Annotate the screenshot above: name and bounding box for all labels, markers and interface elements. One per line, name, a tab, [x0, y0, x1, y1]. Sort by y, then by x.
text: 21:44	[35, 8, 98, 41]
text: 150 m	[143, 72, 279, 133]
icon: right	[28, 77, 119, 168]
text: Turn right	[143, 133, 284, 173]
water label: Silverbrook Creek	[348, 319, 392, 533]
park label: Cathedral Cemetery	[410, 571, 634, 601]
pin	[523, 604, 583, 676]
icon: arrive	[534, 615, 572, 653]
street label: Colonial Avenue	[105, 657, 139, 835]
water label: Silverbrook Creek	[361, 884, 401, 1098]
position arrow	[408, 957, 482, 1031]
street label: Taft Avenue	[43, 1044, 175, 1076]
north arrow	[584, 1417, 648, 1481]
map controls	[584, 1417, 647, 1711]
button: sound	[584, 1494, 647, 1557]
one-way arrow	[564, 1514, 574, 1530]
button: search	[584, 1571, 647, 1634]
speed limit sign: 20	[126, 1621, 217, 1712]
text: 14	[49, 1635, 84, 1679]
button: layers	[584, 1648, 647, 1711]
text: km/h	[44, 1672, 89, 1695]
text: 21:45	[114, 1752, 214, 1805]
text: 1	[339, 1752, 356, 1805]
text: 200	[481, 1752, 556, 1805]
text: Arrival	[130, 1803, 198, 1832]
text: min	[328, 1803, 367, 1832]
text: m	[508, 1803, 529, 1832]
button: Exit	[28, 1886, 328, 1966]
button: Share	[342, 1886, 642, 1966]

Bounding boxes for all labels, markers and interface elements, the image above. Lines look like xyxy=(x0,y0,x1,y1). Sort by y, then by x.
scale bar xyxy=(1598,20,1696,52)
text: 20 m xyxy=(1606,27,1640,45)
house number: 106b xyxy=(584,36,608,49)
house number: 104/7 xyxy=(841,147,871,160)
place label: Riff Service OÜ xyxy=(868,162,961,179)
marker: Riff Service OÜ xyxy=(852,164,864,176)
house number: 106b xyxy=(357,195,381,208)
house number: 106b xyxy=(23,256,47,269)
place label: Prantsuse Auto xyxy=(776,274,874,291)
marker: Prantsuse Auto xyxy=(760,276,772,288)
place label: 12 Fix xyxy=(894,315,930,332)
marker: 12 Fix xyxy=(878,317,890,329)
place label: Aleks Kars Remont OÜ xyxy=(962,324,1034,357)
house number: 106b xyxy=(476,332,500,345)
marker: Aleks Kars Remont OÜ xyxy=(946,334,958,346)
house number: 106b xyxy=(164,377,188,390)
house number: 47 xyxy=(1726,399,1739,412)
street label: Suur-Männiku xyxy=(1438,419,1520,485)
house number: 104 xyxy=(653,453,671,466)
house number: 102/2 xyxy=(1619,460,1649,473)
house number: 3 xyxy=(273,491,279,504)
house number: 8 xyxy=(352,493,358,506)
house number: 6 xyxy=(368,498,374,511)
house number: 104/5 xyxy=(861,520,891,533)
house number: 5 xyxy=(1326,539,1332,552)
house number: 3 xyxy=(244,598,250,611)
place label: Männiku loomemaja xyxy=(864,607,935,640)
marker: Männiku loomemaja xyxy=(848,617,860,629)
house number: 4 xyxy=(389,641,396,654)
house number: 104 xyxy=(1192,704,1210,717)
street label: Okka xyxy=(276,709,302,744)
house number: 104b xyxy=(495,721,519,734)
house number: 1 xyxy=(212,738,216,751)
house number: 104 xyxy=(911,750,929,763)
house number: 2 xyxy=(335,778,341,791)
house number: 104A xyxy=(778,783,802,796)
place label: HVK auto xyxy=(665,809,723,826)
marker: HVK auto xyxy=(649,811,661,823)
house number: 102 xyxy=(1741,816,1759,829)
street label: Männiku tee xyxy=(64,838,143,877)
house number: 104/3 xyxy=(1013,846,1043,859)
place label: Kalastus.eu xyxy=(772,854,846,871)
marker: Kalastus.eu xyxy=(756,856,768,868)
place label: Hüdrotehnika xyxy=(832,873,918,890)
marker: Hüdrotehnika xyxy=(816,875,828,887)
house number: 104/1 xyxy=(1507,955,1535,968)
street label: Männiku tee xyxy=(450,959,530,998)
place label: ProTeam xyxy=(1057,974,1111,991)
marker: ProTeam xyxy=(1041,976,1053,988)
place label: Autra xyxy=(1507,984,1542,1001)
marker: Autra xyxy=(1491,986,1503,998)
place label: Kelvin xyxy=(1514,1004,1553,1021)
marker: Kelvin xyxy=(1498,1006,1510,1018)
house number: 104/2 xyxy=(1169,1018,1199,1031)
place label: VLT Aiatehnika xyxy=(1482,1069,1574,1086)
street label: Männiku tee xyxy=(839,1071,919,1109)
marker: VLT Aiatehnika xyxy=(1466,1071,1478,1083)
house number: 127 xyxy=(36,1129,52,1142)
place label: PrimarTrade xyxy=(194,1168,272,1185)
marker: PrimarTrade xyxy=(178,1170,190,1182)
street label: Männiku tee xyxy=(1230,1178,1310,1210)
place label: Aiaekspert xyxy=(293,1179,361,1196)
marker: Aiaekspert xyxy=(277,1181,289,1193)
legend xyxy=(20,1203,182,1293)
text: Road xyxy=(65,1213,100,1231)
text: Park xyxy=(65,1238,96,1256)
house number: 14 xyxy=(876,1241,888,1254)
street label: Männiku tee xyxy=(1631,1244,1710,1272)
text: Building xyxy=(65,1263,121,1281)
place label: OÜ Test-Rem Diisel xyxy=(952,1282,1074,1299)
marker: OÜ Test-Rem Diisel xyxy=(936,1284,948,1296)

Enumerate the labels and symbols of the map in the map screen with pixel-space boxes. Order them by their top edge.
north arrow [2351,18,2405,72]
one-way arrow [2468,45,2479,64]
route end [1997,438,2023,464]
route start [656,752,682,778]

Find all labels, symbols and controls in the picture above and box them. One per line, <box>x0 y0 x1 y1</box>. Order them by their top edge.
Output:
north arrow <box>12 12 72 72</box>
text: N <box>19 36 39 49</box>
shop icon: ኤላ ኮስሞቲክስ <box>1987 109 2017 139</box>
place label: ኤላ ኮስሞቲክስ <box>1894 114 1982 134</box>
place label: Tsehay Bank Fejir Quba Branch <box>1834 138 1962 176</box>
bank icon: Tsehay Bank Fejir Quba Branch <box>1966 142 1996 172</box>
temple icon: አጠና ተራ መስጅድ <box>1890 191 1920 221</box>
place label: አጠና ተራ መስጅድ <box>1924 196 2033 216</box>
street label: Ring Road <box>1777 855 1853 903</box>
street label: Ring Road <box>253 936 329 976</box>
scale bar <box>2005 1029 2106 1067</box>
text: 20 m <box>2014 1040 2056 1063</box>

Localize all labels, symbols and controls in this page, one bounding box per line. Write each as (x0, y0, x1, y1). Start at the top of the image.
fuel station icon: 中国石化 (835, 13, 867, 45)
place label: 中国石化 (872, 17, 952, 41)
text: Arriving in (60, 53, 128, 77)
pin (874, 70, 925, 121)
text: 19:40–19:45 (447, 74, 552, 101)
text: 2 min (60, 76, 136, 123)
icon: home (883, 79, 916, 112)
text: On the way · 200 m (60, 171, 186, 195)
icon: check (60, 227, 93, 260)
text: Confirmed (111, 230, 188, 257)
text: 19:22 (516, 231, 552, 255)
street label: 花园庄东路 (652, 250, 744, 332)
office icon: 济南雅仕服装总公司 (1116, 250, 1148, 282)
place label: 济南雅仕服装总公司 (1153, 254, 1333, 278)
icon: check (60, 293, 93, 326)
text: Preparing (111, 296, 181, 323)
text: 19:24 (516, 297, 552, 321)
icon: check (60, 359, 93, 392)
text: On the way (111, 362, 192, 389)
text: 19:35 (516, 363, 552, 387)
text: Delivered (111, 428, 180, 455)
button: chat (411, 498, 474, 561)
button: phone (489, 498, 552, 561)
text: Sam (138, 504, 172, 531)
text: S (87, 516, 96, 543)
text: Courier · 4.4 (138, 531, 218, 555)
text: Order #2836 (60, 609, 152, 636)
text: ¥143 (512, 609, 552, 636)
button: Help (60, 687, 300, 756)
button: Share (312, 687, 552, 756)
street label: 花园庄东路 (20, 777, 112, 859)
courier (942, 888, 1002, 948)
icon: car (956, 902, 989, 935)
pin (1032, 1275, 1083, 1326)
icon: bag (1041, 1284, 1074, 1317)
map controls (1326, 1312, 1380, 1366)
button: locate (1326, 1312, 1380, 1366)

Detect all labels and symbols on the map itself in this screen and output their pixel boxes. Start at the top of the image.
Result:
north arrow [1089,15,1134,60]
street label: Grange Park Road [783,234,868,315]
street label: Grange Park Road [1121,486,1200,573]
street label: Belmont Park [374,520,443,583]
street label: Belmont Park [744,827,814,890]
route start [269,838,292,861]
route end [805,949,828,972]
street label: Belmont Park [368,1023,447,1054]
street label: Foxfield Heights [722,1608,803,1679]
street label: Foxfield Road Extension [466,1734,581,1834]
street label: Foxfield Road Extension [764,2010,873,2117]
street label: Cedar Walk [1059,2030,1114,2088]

════════════════════

TASK TO COMPLETE:
If a line in the entries contains the word "Belmont", copy that line out.

TASK RESULT:
street label: Belmont Park [374,520,443,583]
street label: Belmont Park [744,827,814,890]
street label: Belmont Park [368,1023,447,1054]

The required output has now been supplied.